Le parcours de l’exposition se construit en quatre étapes : dans la première, intitulée Amedeo Modigliani et Paul Guillaume, on voit le soutien apporté par Paul Guillaume dès leur rencontre en louant pour Modigliani un atelier, rue Ravignan, à Paris, près de la butte Montmartre. Des photos les montrent l’un et l’autre dans cet atelier ainsi que dans l’appartement-galerie de Paul Guillaume, avenue de Villiers. Cette salle montre aussi les trois portraits à l’huile de Paul Guillaume et deux dessins. Une centaine de toiles passeront vraisemblablement par les mains du marchand, ainsi qu’une cinquantaine de dessins et une douzaine de sculptures.
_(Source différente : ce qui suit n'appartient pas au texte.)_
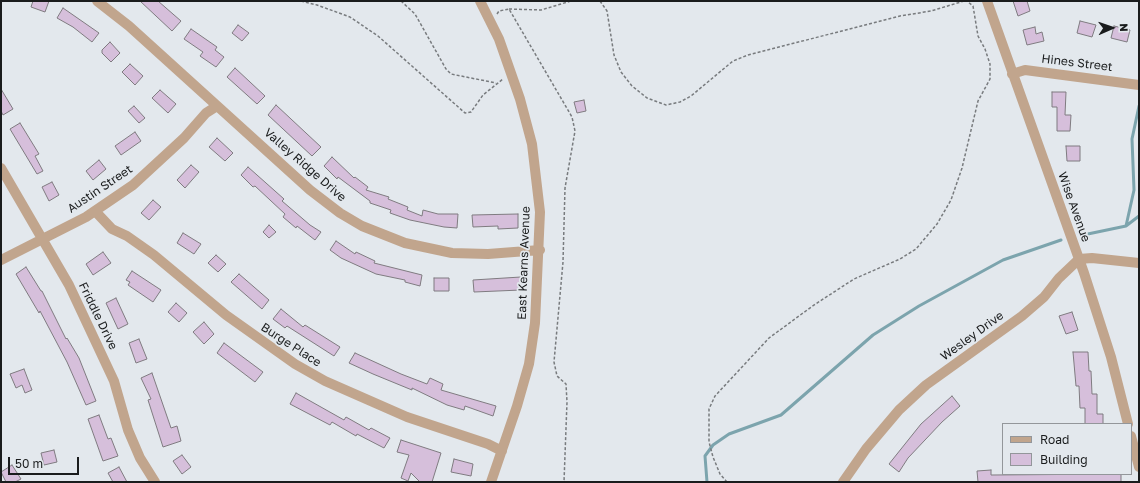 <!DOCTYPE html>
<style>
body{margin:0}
#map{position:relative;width:1140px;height:483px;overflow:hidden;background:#e3e8ed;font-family:"Golos Text",sans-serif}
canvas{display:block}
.frame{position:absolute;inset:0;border:2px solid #1a1c1d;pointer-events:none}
.legend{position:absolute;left:1002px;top:423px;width:130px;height:52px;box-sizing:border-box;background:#e3e8ed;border:1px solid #93969a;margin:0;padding:5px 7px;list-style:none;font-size:12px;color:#1a1c1d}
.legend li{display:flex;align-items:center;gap:8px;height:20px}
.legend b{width:20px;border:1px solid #93969a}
.north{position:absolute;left:1092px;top:8px;width:40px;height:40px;-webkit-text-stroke:3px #e3e8ed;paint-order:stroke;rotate:88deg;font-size:11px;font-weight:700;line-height:16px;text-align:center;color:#1a1c1d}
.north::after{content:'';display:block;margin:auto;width:14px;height:18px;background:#1a1c1d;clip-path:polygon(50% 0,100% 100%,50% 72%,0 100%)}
.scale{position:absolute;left:8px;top:457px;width:71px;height:18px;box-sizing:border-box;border:2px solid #1a1c1d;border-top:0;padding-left:5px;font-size:12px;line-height:14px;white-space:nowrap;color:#1a1c1d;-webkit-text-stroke:3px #e3e8ed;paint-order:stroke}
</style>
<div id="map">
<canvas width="1140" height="483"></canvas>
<div class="frame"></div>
<ul class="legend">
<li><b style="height:5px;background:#c1a58d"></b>Road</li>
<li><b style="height:11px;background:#d6bfdb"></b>Building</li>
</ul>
<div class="north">N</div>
<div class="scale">50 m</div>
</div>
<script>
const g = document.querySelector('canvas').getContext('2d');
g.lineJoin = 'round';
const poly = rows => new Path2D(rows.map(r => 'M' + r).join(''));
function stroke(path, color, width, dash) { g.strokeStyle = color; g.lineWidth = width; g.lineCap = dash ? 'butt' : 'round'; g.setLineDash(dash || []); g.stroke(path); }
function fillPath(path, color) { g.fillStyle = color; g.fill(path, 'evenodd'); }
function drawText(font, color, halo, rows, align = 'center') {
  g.font = font + ' "Golos Text",sans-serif'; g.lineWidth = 3.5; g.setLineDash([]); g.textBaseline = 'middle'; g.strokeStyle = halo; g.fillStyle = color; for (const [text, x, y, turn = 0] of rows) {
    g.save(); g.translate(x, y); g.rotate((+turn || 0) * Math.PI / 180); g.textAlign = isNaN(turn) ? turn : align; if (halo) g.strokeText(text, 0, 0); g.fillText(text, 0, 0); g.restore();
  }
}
stroke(poly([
 [1126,226,1134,190,1132,139,1139,106],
 [1083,235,1126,226,1139,216],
 [707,482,705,456,713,445,729,434,781,415,873,335,919,306,1003,260,1061,240]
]), '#7ca4ad', 3);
const building = poly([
 [33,1,49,1,45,12,31,7,33,1],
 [140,1,158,1,181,21,172,31,140,1],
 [1013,1,1027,1,1030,11,1018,16,1013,1],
 [63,8,99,33,92,42,73,27,57,18,63,8],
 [1080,21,1096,25,1092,37,1077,33,1080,21],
 [238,25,249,33,242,41,232,33,238,25],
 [1114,26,1130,30,1127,42,1111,38,1114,26],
 [1035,27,1036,34,1042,32,1044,41,1027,45,1023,30,1035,27],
 [191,29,217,47,215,50,224,57,216,67,200,56,203,52,184,39,191,29],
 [110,42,120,53,111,62,102,53,102,50,110,42],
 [130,64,143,76,135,85,122,72,130,64],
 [235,68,265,96,257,104,227,77,235,68],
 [1,89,13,109,3,115,1,111,1,89],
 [160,90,176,104,168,113,152,98,160,90],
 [1052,92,1066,92,1065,115,1071,115,1070,131,1057,131,1057,107,1052,107,1052,92],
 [584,100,586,111,577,113,574,102,584,100],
 [276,105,321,147,312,156,268,115,276,105],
 [134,106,145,118,139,123,128,111,134,106],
 [20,123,39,154,35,156,43,171,37,174,10,129,20,123],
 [135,132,141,141,121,155,115,146,135,132],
 [217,138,233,153,225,161,209,147,217,138],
 [1066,146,1080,146,1080,161,1067,161,1066,146],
 [332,157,354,178,355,177,368,187,366,190,389,197,388,199,408,207,407,210,422,216,423,210,438,214,458,214,457,228,444,227,410,220,390,213,391,210,370,203,370,201,338,177,337,179,324,166,332,157],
 [99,160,106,169,93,180,86,171,99,160],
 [191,165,199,172,185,188,177,180,191,165],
 [248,167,284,199,282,201,310,225,321,232,315,240,297,226,296,228,283,217,285,214,255,186,253,187,241,175,248,167],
 [52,182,59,195,49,201,42,187,52,182],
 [153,200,161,207,149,220,141,213,153,200],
 [518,214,518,228,498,229,498,226,473,227,472,215,518,214],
 [269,225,276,232,269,238,263,232,269,225],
 [183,233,201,244,194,254,177,243,183,233],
 [336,241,355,254,356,252,375,261,374,263,422,275,420,286,405,282,405,280,376,274,341,258,330,250,336,241],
 [103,252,111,263,93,275,86,264,103,252],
 [216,255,226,264,218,272,208,263,216,255],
 [26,267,41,291,42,291,66,339,67,338,79,358,96,401,86,405,67,362,40,311,39,313,16,274,26,267],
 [132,271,161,290,153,302,128,285,130,282,126,280,132,271],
 [239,274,269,300,262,309,231,282,239,274],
 [521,277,521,290,474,292,473,280,521,277],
 [434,278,449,278,449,291,434,291,434,278],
 [116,298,128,324,118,329,106,303,116,298],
 [176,303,187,313,179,322,168,312,176,303],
 [281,309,303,327,305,325,340,347,334,356,287,326,285,328,273,319,281,309],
 [1072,312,1078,330,1066,334,1059,316,1072,312],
 [204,322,214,334,204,344,193,332,204,322],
 [139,339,147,359,136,363,129,343,139,339],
 [224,343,263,372,255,382,217,353,224,343],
 [1073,352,1088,352,1089,371,1091,371,1092,394,1097,394,1097,414,1103,414,1103,424,1085,424,1085,408,1080,408,1079,386,1076,386,1073,352],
 [355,353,401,374,427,384,430,378,443,384,441,390,496,406,493,416,465,406,464,410,447,405,412,388,412,390,373,374,349,363,355,353],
 [24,369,32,390,25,393,22,385,16,388,10,374,24,369],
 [152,373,171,428,177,426,181,441,163,447,148,400,151,399,141,378,152,373],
 [296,393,344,420,346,417,369,430,371,428,390,438,384,448,357,434,356,436,332,422,330,425,290,404,296,393],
 [952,396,960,406,942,422,908,458,899,472,889,464,921,424,952,396],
 [99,415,108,439,111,438,118,456,103,461,88,419,99,415],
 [401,440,441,453,432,482,420,482,411,473,408,481,401,478,409,455,397,452,401,440],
 [54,450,57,462,44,465,41,453,54,450],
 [182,455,191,467,182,474,173,461,182,455],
 [454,459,473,464,471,476,451,472,454,459],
 [12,465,21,479,15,482,6,482,1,472,12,465],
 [119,467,127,482,113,482,108,473,119,467],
 [991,470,991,475,1121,474,1121,482,978,482,977,471,991,470]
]);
fillPath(building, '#d6bfdb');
stroke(building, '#7f7b80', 1);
stroke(poly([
 [301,1,317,5,350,17,378,36,465,113,471,112,483,95,503,79],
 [401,1,415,14,446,69,451,74,496,83],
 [600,1,607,11,614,55,621,72,632,86,647,98,666,105,680,102,691,96,733,61,748,55,900,16,931,11,964,1],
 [509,9,541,10,571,1],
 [497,14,499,11,509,9,572,117,575,131,565,188,563,262,554,362,557,376,566,384,567,402,564,482],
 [727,482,720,474,713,457,709,442,709,409,715,396,769,338,814,305,854,279,900,259,916,249,937,224,951,200,962,168,978,101,990,79,990,64,985,49,978,36,973,6,967,1]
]), '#787b7e', 1.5, [3, 2]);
stroke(poly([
 [97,1,129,26,310,190,340,213,362,226,405,243,452,253,488,254,540,250],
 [480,1,499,39,520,99,532,144,540,212,535,323,529,364,517,406,491,482],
 [987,1,1084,273,1111,357,1128,424],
 [1012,74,1025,70,1139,85],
 [1,168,69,285,114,381,128,430,140,458,155,482],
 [95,211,112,229,127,236,154,255,226,315,295,364,325,381,407,417,488,444,502,451],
 [1,260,86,217,133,185,184,138,206,113,217,106],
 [1131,436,1139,467],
 [843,482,866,449,899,410,926,385,1022,316,1044,297,1059,278,1079,259,1092,258,1139,263]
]), '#c1a58d', 10);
drawText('12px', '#1a1c1d', '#e3e8ed', [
 ["Hines Street",1077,63,7],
 ["Valley Ridge Drive",305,165,41],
 ["Austin Street",100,189,-34],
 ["Wise Avenue",1074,207,70],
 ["East Kearns Avenue",524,263,-88],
 ["Friddle Drive",98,316,64],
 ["Wesley Drive",972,336,-36],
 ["Burge Place",291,345,33]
]);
</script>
La seconde étape, Masques et têtes, focus sur Les Arts extra-occidentaux montre les dessins préparatoires aux sculptures que réalise Modigliani entre 1911 et 1913. Ces dessins annoncent le style allongé des têtes de femmes qu’il réalisera plus tard et qui sont exposées ici. Modigliani s’imprègne de l’art égyptien khmer, africain ainsi que des primitifs italiens vus dans les musées parisiens. Paul Guillaume est à ce moment-là l’un des rares à considérer les statues et les masques africains comme des œuvres d’art. Il les expose dans sa galerie, dès son ouverture, en même temps que des tableaux et œuvres d’art moderne venant d’Europe. Il achète aussi les sculptures de Modigliani, même quand celui-ci ne sculpte plus. On trouve ainsi côte à côte une Tête de femme de Modigliani, en calcaire et taillée dans la masse et qui ressemble à un chapiteau, aux côtés d’un Élément de reliquaire Mbulu-ngulu d’un artiste kota du Gabon ; ou encore un Masque anthropomorphe Ngon Ntang face au portrait Antonia de l’artiste peintre. Modigliani a réalisé des centaines de croquis au titre de la recherche pour ses sculptures, des têtes se rapprochant des caryatides et a travaillé le bois puis la pierre, dans une grande complicité et proximité avec le sculpteur roumain Constantin Brancusi.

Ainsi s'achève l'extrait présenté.